## WORK REQUEST
Filter the entries beneath this task, copying only the lines that hold the word "strong".

## THE INPUT
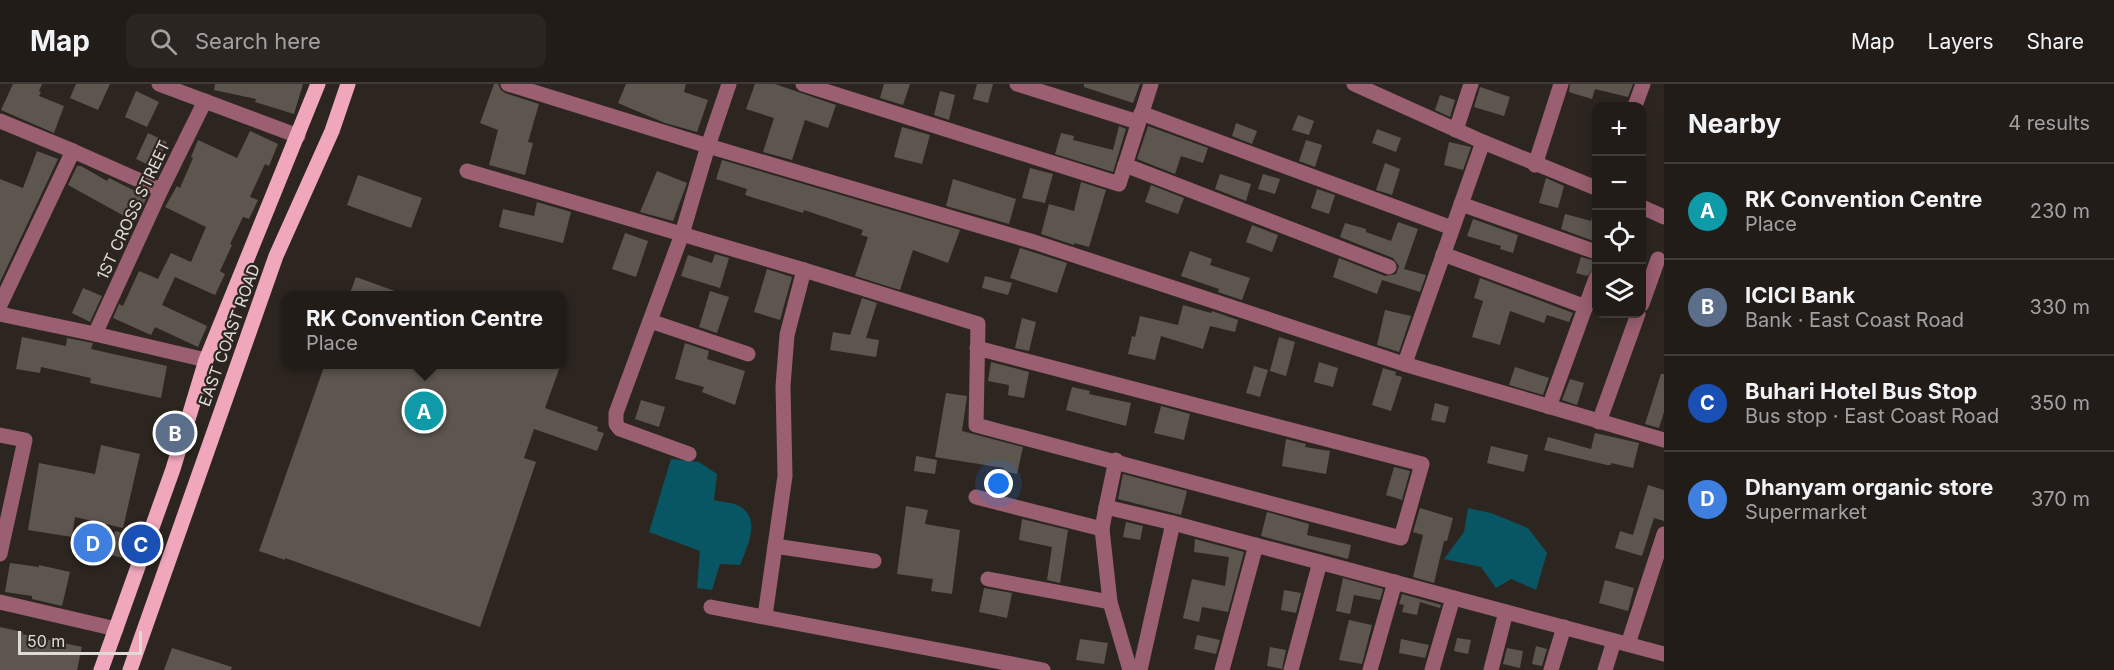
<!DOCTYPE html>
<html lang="en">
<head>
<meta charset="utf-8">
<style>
	body { margin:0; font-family:Inter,sans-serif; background:#2a2521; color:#f1f3f6 }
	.controls { position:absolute; right:18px; top:18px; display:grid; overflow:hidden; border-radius:12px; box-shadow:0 3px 15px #0003 }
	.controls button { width:54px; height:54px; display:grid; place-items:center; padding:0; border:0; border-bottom:2px solid #3f3a37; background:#221c18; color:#f1f3f6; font:30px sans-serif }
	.scale { position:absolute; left:18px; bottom:15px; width:124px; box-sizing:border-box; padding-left:6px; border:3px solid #e0dbd7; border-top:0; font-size:16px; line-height:21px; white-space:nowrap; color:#e0dbd7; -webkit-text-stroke:4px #2d2620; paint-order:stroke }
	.you { position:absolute; left:999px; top:400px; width:21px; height:21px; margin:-15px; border:4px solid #fff; border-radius:50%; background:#1a73e8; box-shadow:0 0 0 9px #1a73e833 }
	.badge { display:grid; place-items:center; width:39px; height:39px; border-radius:50%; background:#0f766e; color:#fff; font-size:20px; font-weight:700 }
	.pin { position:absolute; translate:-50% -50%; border:3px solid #fff; box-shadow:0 2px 6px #0006 }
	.popup { position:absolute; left:282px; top:207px; width:285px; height:78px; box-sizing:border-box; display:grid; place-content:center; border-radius:12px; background:#221c18; filter:drop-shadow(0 2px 4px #0005); font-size:20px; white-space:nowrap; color:#a2a1a2 }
	.popup b { font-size:22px; color:#f1f3f6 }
	.popup::after { content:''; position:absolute; left:50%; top:100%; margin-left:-12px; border:12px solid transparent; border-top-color:#221c18 }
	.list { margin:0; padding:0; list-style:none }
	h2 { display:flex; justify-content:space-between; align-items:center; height:78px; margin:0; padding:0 24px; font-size:26px }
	h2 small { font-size:20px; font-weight:400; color:#a2a1a2 }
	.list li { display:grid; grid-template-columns:39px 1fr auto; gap:18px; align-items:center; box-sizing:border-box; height:96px; padding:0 24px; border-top:2px solid #3f3a37 }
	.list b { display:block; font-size:22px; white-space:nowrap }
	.list p { margin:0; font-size:20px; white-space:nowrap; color:#a2a1a2 }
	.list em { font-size:20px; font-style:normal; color:#a2a1a2 }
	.icon { flex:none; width:33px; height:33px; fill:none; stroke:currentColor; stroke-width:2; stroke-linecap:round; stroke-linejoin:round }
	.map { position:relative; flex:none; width:1664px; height:586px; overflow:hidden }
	header { display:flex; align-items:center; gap:36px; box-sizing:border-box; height:84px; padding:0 30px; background:#221c18; border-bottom:2px solid #3f3a37 }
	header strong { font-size:28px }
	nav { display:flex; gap:33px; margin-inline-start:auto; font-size:21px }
	.search { width:420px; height:54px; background:#2a2521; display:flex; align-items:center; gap:15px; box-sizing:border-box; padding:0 21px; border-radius:12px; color:#a2a1a2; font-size:22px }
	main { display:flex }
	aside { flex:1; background:#221c18 }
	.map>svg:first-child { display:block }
</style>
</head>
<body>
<header>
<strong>Map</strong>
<div class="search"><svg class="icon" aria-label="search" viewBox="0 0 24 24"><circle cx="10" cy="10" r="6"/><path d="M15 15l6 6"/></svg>Search here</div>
<nav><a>Map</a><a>Layers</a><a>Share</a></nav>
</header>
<main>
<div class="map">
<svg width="1664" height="586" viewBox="0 0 1664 586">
	<rect width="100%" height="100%" fill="#2d2620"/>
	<!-- water -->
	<g fill="#085563">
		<path d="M671 375 699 378 717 390 714 416C721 418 730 418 737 421 763 433 747 463 740 481L720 480 712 506 697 504 700 467 649 448Z"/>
		<path d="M1468 424 1491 429 1528 444 1547 469 1536 506 1511 495 1496 504 1481 483 1444 475 1464 448Z"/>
	</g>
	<!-- building -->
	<g fill="#5d564f">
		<path d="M13 0H42L39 7 41 8 39 12 64 22 54 49 1 26Z"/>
		<path d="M76 0H110L98 26 70 14Z"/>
		<path d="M215 0H303L294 30 255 18 256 15 214 6Z"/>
		<path d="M494 0H498L501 6 505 9 539 20 528 58 533 59 525 91 489 81 498 46 480 39Z"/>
		<path d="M626 0H686L684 8 708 16 697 48 665 39 618 19Z"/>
		<path d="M755 0H775L836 21 828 44 805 36 792 76 763 68 774 34 746 25Z"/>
		<path d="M884 0H910L903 21 880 14Z"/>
		<path d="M977 0H993L988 19 973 15Z"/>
		<path d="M1084 0H1140L1133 19 1084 3Z"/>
		<path d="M1570 0H1633L1628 13 1595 5 1592 15 1569 8Z"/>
		<path d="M1480 3 1510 13 1504 32 1474 23Z"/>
		<path d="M136 7 159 18 147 43 125 33Z"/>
		<path d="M940 7 955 11 949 36 934 31Z"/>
		<path d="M1440 11 1455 16 1450 33 1435 26Z"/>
		<path d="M1298 31 1314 37 1309 51 1292 46Z"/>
		<path d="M1236 39 1257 47 1252 60 1232 52Z"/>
		<path d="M1119 42 1126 45 1113 88 1055 70 1061 49 1074 52 1073 56 1113 66Z"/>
		<path d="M1148 42 1208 64 1203 79 1181 72 1175 90 1137 75Z"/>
		<path d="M902 43 930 51 922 80 894 73Z"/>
		<path d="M1377 45 1401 54 1396 68 1372 59Z"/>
		<path d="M250 47 278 60 269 82 265 80 250 113 258 116 249 135 243 133 230 160 232 161 220 187 225 190 215 211 175 193 162 221 207 242 198 263 155 243 151 251 113 234 119 220 123 222 139 187 158 195 171 169 191 178 206 143 165 123 177 102 180 104 193 74 191 73 198 56 237 74Z"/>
		<path d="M148 49 167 58 155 84 136 75Z"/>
		<path d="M1306 56 1322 61 1315 83 1299 77Z"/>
		<path d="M1449 58 1471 63 1463 86 1444 81Z"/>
		<path d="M37 67 58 75 0 198V95L23 104Z"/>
		<path d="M722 76 960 146 948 179 913 166 900 206 855 192 868 153 861 151 863 146 804 126 803 129 745 111 747 105 716 95Z"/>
		<path d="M1385 79 1400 85 1392 111 1376 106Z"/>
		<path d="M77 82H81L107 97 109 94 147 113 135 138 68 101Z"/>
		<path d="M1030 84 1053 90 1045 119 1022 114Z"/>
		<path d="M657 87 687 99 673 137 640 128Z"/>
		<path d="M1220 90 1251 100 1246 117 1215 105Z"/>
		<path d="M1263 90 1280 95 1275 110 1258 105Z"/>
		<path d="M358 91 422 114 411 144 347 121Z"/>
		<path d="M1546 94 1564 102 1558 124 1539 119Z"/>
		<path d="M953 95 1016 115 1009 140 946 122Z"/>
		<path d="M1081 98 1106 106 1089 163 1074 159V161L1041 150 1049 120 1074 127Z"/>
		<path d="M1151 101 1184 114 1178 130 1145 118Z"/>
		<path d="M1317 105 1335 111 1329 130 1311 124Z"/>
		<path d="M537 118 571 128 563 159 499 143 503 125 534 132Z"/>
		<path d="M1565 130 1591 137 1593 130 1596 131V158L1561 145Z"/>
		<path d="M1473 135 1518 151 1513 169 1500 165 1501 162 1467 152Z"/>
		<path d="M1398 138 1418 145 1404 185 1426 191 1420 208 1382 196 1377 210 1333 193 1339 174 1385 192 1396 190 1399 182 1393 174 1340 153 1345 139 1366 145V148L1391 157Z"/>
		<path d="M1252 141 1278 151 1272 168 1246 158Z"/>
		<path d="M625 149 648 157 636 193 612 185Z"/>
		<path d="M1020 164 1067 179 1057 209 1010 194Z"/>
		<path d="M1190 167 1212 175 1210 181 1250 194 1242 216 1218 208 1219 205 1181 192Z"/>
		<path d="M715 170 729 174 720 204 681 192 688 171 712 179Z"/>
		<path d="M1581 173 1596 177 1594 185 1587 192 1576 189Z"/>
		<path d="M767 185 792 193 780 236 754 228Z"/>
		<path d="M985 192 1012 199 1008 211 982 204Z"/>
		<path d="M356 193 403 210 402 212H349Z"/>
		<path d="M1480 194 1573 229 1569 238 1547 231 1544 239 1510 227 1500 261 1472 253 1483 217 1474 214Z"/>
		<path d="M83 204 102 212 90 238 72 229Z"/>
		<path d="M710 207 729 213 717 249 699 243Z"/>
		<path d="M862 214 877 219 866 254 879 256 876 273 830 266 833 248 850 251Z"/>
		<path d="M1183 221 1211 229 1212 227 1238 236 1235 248 1210 242 1203 265 1161 252 1155 276 1128 270 1132 252 1135 253 1140 232 1178 241Z"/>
		<path d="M1385 226 1411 232 1399 268 1377 261Z"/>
		<path d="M1022 234 1036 238 1029 267 1015 264Z"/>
		<path d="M22 253 66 262 67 254 93 259 91 265 167 282 161 314 90 299 91 294 41 283 40 289 16 285Z"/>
		<path d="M1279 253 1295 258 1286 292 1270 287Z"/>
		<path d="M685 259 709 267 707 275 745 287 735 321 702 308 704 303 675 295Z"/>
		<path d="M991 278 1029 288 1024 314 1008 311 1009 301 988 297Z"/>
		<path d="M1319 278 1338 284 1333 303 1314 298Z"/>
		<path d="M325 280H561L545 324 598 343 597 347 604 349 597 367 534 345 524 374 536 378 480 543 285 474V476L259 467Z"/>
		<path d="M1254 282 1268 286 1260 313 1246 309Z"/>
		<path d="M1515 283 1549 294 1543 311 1509 301Z"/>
		<path d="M1383 284 1396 288 1395 291 1402 293 1391 327 1372 321Z"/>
		<path d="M1661 290H1664V328L1659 344 1645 340Z"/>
		<path d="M1570 295 1584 299 1577 321 1562 316Z"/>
		<path d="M1072 303 1090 307 1089 310 1131 319 1126 342 1066 326Z"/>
		<path d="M946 309 967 312 962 347 1023 363 1017 390 1003 387 1004 384 935 373Z"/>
		<path d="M641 316 665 323 659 343 635 335Z"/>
		<path d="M1435 319 1449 323 1445 339 1431 336Z"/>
		<path d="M1161 322 1190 330 1184 356 1154 349Z"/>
		<path d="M1595 349 1639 359 1633 384 1611 379V381H1607L1544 366 1548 353 1591 365Z"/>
		<path d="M1286 355 1306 360 1305 363 1330 367 1326 390 1282 382Z"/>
		<path d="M101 361 140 370 123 444 75 433 72 453 28 446 39 379 95 390Z"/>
		<path d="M1491 362 1528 371 1524 388 1487 379Z"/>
		<path d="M916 372 937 376 935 390 914 387Z"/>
		<path d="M1394 383 1410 387 1402 416 1386 411Z"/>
		<path d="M1123 390 1187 407 1181 431 1118 415Z"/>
		<path d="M1648 401 1664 406V437L1654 434 1642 472 1615 464 1620 447 1633 451Z"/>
		<path d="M906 422 928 426 925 440 960 446 952 510 931 507 933 495 897 490Z"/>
		<path d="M1420 424 1453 434 1447 457H1444L1434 499 1413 493 1423 451 1413 448Z"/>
		<path d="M1267 428 1309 440 1307 451 1351 461 1348 475 1261 452Z"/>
		<path d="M1022 435 1068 446 1060 499 1047 496 1052 463 1019 456Z"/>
		<path d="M1126 438 1143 442 1140 456 1123 453Z"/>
		<path d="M115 447 133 451 128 475 110 471Z"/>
		<path d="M1195 455 1244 468 1228 528 1202 523 1199 538 1183 534 1192 495 1225 502 1229 473 1194 468Z"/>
		<path d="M10 479 39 483V481L70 488 62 522 32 515V512L5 508Z"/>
		<path d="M1343 494 1383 505 1380 516 1354 511 1350 530 1336 527Z"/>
		<path d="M1605 496 1634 504 1628 527 1599 519Z"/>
		<path d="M984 504 1012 509 1007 534 979 528Z"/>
		<path d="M1284 506 1301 509 1296 529 1281 526Z"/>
		<path d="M1402 510 1441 521 1440 524 1420 518 1417 531 1402 528 1404 521 1399 520Z"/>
		<path d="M1349 536 1372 541 1362 580 1339 576Z"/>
		<path d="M0 543 23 548 22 550 82 563 77 586H0Z"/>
		<path d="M1197 551 1220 556 1216 570 1194 565Z"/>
		<path d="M1457 554 1471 556 1468 570 1454 567Z"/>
		<path d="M1080 555 1108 559 1104 580 1076 576Z"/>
		<path d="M1401 555 1429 561 1425 574 1399 569Z"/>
		<path d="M1536 562 1547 565 1542 582 1532 580Z"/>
		<path d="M1270 563 1286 566 1282 585 1267 582Z"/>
		<path d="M172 564 232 583 231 586H164Z"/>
		<path d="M1507 564 1523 567 1520 584 1503 580Z"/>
	</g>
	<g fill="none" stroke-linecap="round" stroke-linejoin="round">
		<!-- minor -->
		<g stroke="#9a5f70" stroke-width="15">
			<path d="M159 0 298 52"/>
			<path d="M508 0 708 62 1034 158 1404 280 1664 356"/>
			<path d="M803 0 1119 100 1151 0"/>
			<path d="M1017 0 1138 38"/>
			<path d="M1354 0 1483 58 1596 104"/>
			<path d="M1635 22 1643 0"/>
			<path d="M1141 29 1452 144"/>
			<path d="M0 37 73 67 161 106"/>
			<path d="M1456 46 1471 0"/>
			<path d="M1125 81 1389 183"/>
			<path d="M1535 81 1561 0"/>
			<path d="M467 87 804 186 978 240 976 341 1401 454 1422 380 977 264"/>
			<path d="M1461 120 1596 168"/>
			<path d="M1642 123 1664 133"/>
			<path d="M1443 170 1586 223"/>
			<path d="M1642 220 1658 175"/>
			<path d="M0 221 73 67"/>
			<path d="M0 230 95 250 206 276"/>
			<path d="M650 237 748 270"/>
			<path d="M95 250 161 106 205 17"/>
			<path d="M1405 279 1483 58"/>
			<path d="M1549 323 1596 194"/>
			<path d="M1599 338 1638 230"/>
			<path d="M0 351 25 356 0 470"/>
			<path d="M689 370 620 345 616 340V329L682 150 708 62 729 0"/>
			<path d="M976 413 1102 445"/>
			<path d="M1106 423 1116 376"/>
			<path d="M775 462 874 477"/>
			<path d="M988 495 1110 518"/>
			<path d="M0 518 116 545"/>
			<path d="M711 523 1043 586"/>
			<path d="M765 532 785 392 783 302 787 251 804 186"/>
			<path d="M1628 560 1664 450"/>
			<path d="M1130 586 1110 518 1102 445 1106 423 1173 439 1664 570"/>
			<path d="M1140 586 1173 439"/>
			<path d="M1222 586 1256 461"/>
			<path d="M1291 586 1320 478"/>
			<path d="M1370 586 1395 498"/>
			<path d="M1432 586 1453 514"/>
			<path d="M1491 586 1506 528"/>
			<path d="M1551 586 1564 543"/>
			<path d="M1605 586 1614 557"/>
		</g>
		<!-- major -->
		<g stroke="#f1a7bb" stroke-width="15">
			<path d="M101 586 173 385 206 276 318 0"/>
			<path d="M130 586 276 172 332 47 348 0"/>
		</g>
	</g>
	<g text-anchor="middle" stroke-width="4.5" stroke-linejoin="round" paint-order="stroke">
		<!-- street labels -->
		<g font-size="16" fill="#e0dbd7" stroke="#2d2620">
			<text transform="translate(133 126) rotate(-65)" y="6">1ST CROSS STREET</text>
			<text transform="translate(229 251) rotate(-70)" y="6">EAST COAST ROAD</text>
		</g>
	</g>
</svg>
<div class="controls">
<button>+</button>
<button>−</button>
<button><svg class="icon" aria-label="locate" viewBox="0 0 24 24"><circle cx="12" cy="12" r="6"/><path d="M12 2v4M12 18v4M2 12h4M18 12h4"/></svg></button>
<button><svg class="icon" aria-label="layers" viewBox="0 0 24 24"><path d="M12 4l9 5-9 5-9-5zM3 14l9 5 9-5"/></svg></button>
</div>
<div class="scale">50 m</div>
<div class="you"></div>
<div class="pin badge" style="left:424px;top:327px;background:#0f9aa8">A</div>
<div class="popup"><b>RK Convention Centre</b>Place</div>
<div class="pin badge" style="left:175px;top:349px;background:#5c6f8a">B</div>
<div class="pin badge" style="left:141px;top:460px;background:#1a4fb4">C</div>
<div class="pin badge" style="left:93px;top:459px;background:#3f7fe0">D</div>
</div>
<aside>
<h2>Nearby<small>4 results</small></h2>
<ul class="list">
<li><span class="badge" style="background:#0f9aa8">A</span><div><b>RK Convention Centre</b><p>Place</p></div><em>230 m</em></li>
<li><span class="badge" style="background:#5c6f8a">B</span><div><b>ICICI Bank</b><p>Bank · East Coast Road</p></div><em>330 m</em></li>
<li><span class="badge" style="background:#1a4fb4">C</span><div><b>Buhari Hotel Bus Stop</b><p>Bus stop · East Coast Road</p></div><em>350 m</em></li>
<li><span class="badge" style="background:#3f7fe0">D</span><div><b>Dhanyam organic store</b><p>Supermarket</p></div><em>370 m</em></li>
</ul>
</aside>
</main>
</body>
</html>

## ANSWER SPACE
	header strong { font-size:28px }
<strong>Map</strong>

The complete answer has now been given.